Questa storia era nota a De André, così come ancor prima lo era stata ad Hemingway. Lo scrittore dopo la guerra aveva, infatti, chiesto di incontrare la traduttrice a Cortina, come lei stessa ricorda : «Non dimenticherò mai quel suo abbraccio da gigante buono che mi ha fatto quasi scricchiolare le ossa. […] e mi ha detto in quel suo bisbiglio così difficile da capire finché non ci si era abituati “Tell me about the Nazi” (Raccontami dei Nazi)». E di Hemingway fu amica, prima ancora che traduttrice, per tutta la vita. Se avete a casa una copia de “Il vecchio e il mare andare a curiosare il nome del traduttore…

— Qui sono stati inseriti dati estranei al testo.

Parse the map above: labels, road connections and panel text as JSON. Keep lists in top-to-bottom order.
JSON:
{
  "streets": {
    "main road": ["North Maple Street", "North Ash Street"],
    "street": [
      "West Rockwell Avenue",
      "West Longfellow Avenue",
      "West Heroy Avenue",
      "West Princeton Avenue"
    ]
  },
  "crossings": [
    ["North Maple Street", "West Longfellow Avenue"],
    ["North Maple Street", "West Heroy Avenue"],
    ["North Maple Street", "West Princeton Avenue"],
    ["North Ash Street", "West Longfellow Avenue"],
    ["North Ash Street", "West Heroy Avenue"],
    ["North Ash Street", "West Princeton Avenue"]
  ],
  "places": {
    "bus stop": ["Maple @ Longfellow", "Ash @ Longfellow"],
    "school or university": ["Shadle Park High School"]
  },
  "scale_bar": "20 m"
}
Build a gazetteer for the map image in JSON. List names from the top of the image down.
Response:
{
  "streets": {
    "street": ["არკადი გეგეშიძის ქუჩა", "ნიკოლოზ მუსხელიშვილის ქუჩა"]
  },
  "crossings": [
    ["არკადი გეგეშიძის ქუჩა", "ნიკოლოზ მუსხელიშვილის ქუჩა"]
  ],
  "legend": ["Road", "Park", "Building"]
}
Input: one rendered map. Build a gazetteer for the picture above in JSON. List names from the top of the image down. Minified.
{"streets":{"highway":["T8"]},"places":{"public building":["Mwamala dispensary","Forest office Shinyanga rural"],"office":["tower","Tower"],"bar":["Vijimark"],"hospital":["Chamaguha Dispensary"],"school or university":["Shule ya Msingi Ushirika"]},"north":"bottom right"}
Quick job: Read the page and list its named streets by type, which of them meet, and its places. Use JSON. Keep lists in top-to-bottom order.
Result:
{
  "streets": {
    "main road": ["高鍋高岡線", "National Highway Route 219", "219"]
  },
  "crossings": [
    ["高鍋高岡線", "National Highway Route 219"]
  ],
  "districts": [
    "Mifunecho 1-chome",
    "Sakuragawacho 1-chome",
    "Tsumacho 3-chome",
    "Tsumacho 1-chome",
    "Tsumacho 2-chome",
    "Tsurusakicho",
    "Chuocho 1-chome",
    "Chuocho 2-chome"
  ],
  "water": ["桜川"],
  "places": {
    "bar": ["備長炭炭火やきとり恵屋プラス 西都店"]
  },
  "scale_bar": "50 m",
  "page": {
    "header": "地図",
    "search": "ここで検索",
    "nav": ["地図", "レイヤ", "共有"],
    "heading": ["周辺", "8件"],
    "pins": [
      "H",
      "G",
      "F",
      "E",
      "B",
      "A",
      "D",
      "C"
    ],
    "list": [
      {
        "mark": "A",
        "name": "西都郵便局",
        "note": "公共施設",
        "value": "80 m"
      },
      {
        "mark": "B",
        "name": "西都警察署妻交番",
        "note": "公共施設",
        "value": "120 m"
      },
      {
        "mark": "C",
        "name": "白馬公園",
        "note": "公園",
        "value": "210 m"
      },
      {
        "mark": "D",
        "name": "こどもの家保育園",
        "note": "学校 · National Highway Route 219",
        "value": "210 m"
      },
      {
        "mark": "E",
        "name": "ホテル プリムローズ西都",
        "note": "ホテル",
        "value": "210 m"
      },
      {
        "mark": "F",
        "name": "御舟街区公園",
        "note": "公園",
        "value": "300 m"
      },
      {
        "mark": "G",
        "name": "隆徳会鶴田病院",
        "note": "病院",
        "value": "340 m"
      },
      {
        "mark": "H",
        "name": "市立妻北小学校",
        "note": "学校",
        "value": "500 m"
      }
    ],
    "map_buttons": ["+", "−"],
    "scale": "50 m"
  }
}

Troppo c’è da dire su Nanda. Ci sarebbe ancora moltissimo da scrivere solo per raccontare del suo rapporto con la Beat Generation, con scrittori come Kerouac, Gregory Corso, Ferlinghetti, Allen Ginsberg, Burroughs. Basti dire che libri come Sulla strada e Jukebox all’idrogeno sono arrivati in Italia grazie a lei. Perché Pivano non si accontentava di tradurre un libro, voleva conoscerne di persona l’autore o, comunque, entrare a contatto con gli ambienti che gli appartenevano, per comprenderne realmente la scrittura. Con gli scrittori appena citati instaurò un vero e proprio rapporto di amicizia e fiducia: Ginsberg collaborava alla traduzione delle proprie opere in italiano, Corso e Kerouac vennero in viaggio nella nostra penisola proprio grazie a lei. D’altra parte non molte altre persone sarebbero riuscite a ricavare un’intervista dall’ubriachissimo Kerouac, che attraverso gli schermi della Rai tenne una conversazione quasi incomprensibile (ma per fortuna, si sa, l’inglese non è mai stata una lingua molto conosciuta dagli italiani). Fernanda racconta che, davanti all’insistente richiesta di alcolici da parte dello scrittore, fu addirittura costretta a servirgli un bicchiere d’acqua col bordo cosparso di Whisky. Kerouac lo bevve senza accorgersi di nulla!
Un’altra particolarità di Nanda è stata quella di non rinunciare a scoprire nuovi scrittori e nuove correnti di pensiero. Mai ha lasciato spazio a pregiudizi. Così ha conosciuto scrittori come Henry Miller, Erica Jong, Bret Easton Ellis e Jay McInerney, solo per citarne alcuni.

Fernanda Pivano è nata a Genova il 18 luglio 1917 ed è morta il 18 agosto 2009. L’ultimo saluto è stato quello dell’amico Don Andrea Gallo, durante l’omelia funebre che terminava così: «Ciao, Signora America. Ciao, Signora Libertà. Ciao, Signorina Anarchia».